»»
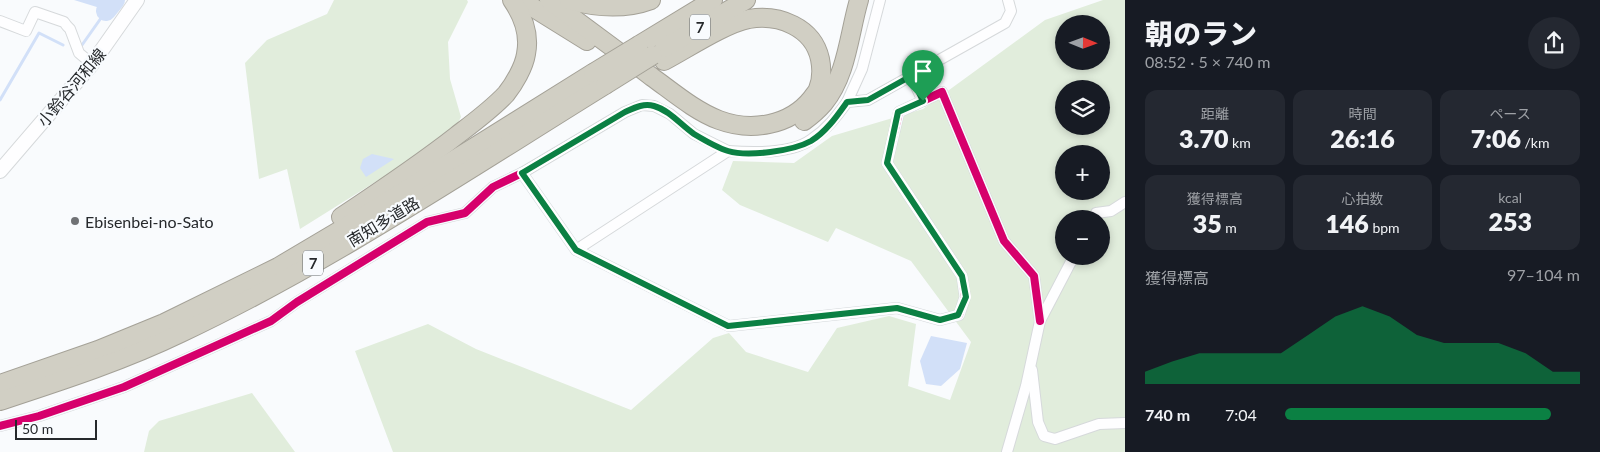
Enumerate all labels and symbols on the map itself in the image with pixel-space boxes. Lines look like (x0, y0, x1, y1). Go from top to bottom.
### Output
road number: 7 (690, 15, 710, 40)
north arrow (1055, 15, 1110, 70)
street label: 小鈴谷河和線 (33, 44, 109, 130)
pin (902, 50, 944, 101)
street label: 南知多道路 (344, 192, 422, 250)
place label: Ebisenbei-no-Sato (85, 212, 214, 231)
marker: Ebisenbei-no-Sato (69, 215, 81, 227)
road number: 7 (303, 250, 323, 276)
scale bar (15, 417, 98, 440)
««
Task item
Repeat the material above in full and exactly, omitting the pictures.

Solved problem
Enumerate all labels and symbols on the map itself in the image with pixel-space boxes. Lines look like (x0, y0, x1, y1). Go from top to bottom.
### Output
road number: 7 (690, 15, 710, 40)
north arrow (1055, 15, 1110, 70)
street label: 小鈴谷河和線 (33, 44, 109, 130)
pin (902, 50, 944, 101)
street label: 南知多道路 (344, 192, 422, 250)
place label: Ebisenbei-no-Sato (85, 212, 214, 231)
marker: Ebisenbei-no-Sato (69, 215, 81, 227)
road number: 7 (303, 250, 323, 276)
scale bar (15, 417, 98, 440)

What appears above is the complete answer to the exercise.